Previous scaling rules from OpenAI and Google’s DeepMind used training data that was not open source.
In the past, Cerebras has demonstrated the efficiency advantage of its systems. Feldman says the ability to effectively train demanding natural language programs goes to the heart of open publishing problems.
“If you can achieve efficiency, you can afford to bring everything into the open source community,” Feldman said. “Efficiency allows us to do this quickly and easily and share our contributions with the community.”

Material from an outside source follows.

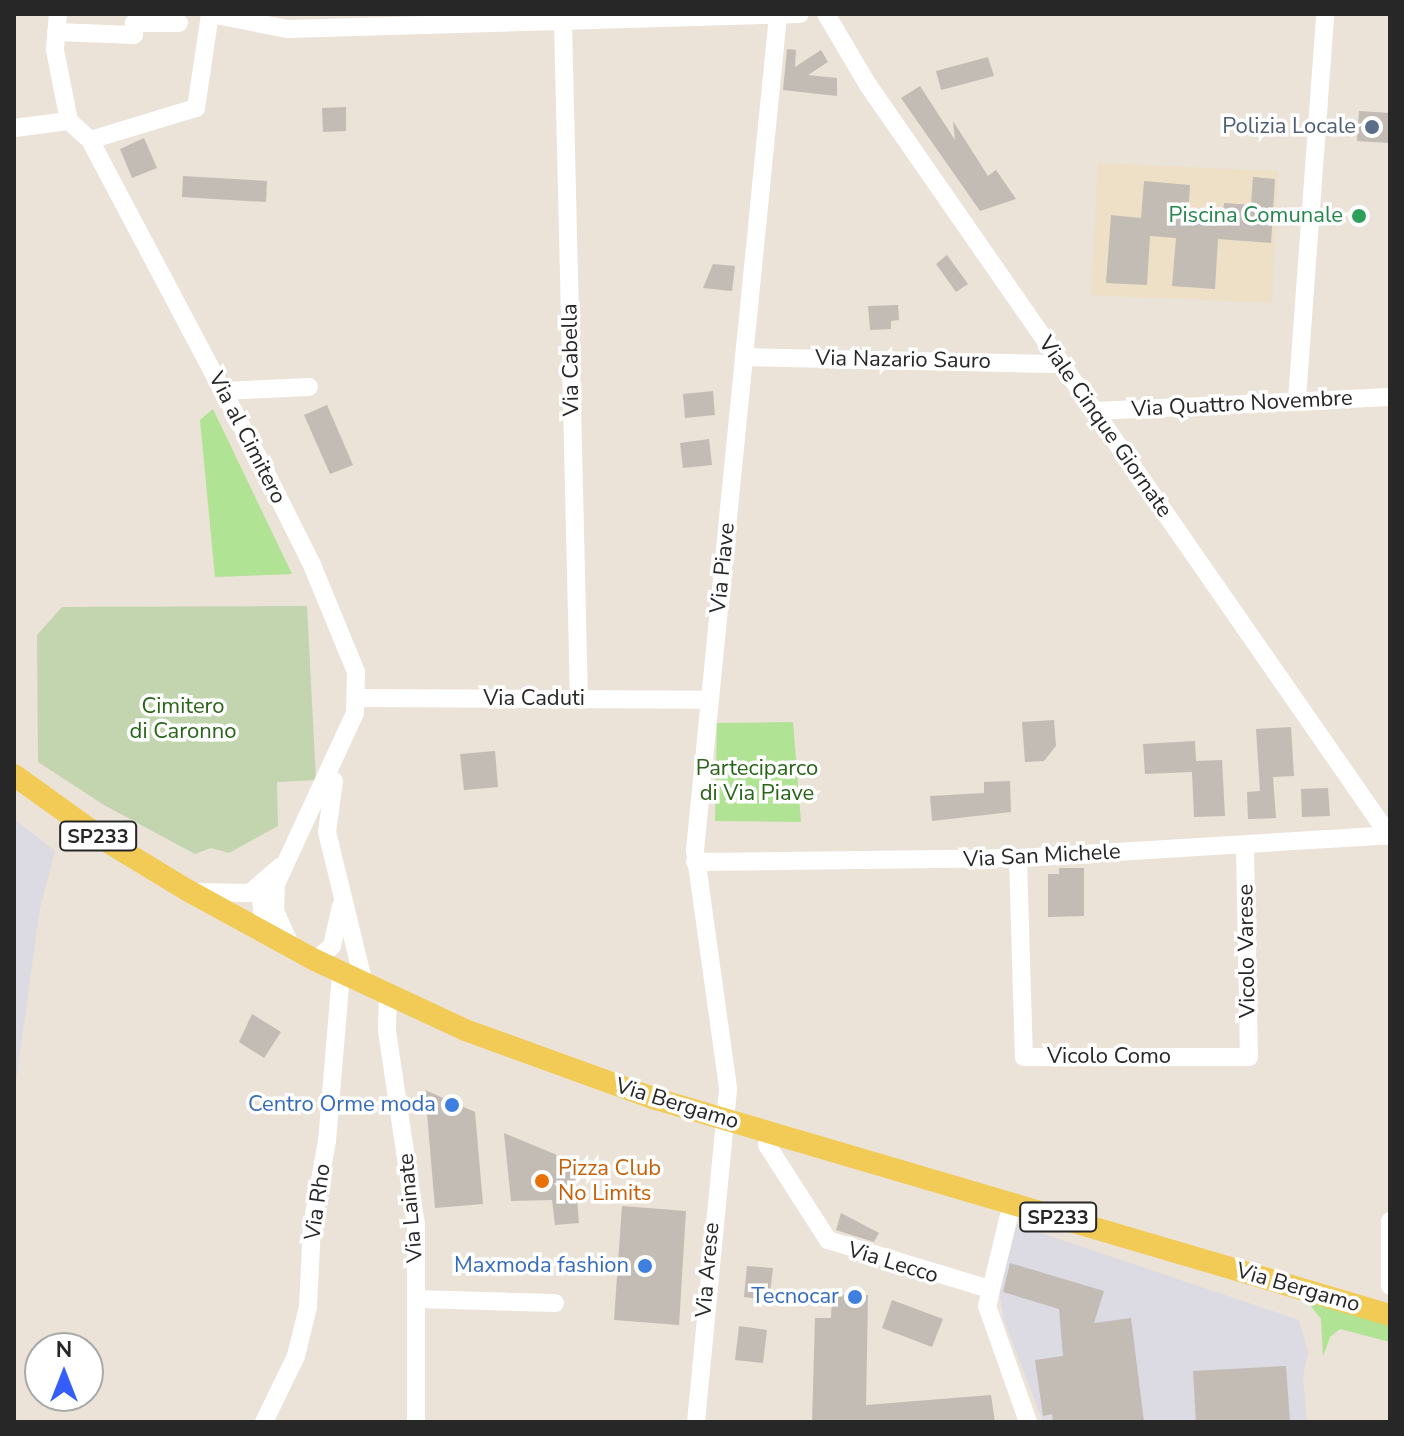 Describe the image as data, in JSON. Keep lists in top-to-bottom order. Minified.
{"streets":{"main road":["SP233","Via Bergamo"],"street":["Via Cabella","Via Nazario Sauro","Via Quattro Novembre","Viale Cinque Giornate","Via al Cimitero","Via Piave","Via Caduti","Via San Michele","Vicolo Varese","Vicolo Como","Via Rho","Via Lainate","Via Lecco","Via Arese"]},"crossings":[["Via Cabella","Via Caduti"],["Via Nazario Sauro","Viale Cinque Giornate"],["Via Nazario Sauro","Via Piave"],["Via Quattro Novembre","Viale Cinque Giornate"],["Viale Cinque Giornate","Via San Michele"],["Via al Cimitero","Via Caduti"],["Via Piave","Via Caduti"],["Via Piave","Via San Michele"],["Via Piave","Via Bergamo"],["Via Piave","Via Arese"],["Via San Michele","Vicolo Varese"],["Via San Michele","Vicolo Como"],["Vicolo Varese","Vicolo Como"],["Via Bergamo","Via Rho"],["Via Bergamo","Via Lainate"],["Via Bergamo","Via Lecco"],["Via Bergamo","Via Arese"]],"parks":["Cimitero di Caronno","Parteciparco di Via Piave"],"places":["Polizia Locale","Piscina Comunale","Centro Orme moda","Pizza Club No Limits","Maxmoda fashion","Tecnocar"],"north":"top"}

A major reason OpenAI and others are starting to close their work to the rest of the world, he said, is because they have to protect their profits against the increasing training costs of AI.
Also: GPT-4: New ability to give illegal advice and display ’emerging malicious behavior’
“It’s too expensive, they decided it was a strategic asset and they decided to keep it out of the community because it was strategic for them,” he said. “And I think it’s a very sensible strategy.
“It’s a sensible strategy if a company wants to invest a lot of time, effort and money and not share the results with the rest of the world,” Feldman added.
However, “We think that makes for a less interesting ecosystem and in the long run it limits the rising wave of research,” he said.
Feldman observed that companies can “reserve” resources, such as datasets or model expertise, by hoarding them.
“The question is how these resources are strategically used in context,” he said. “We believe we can help by coming up with open models, using data that everyone can see.”
When asked what the product of the open source release could be, Feldman commented: “Hundreds of separate organizations can work with these GPT models that shouldn’t be possible and solve problems. which could have been set aside.”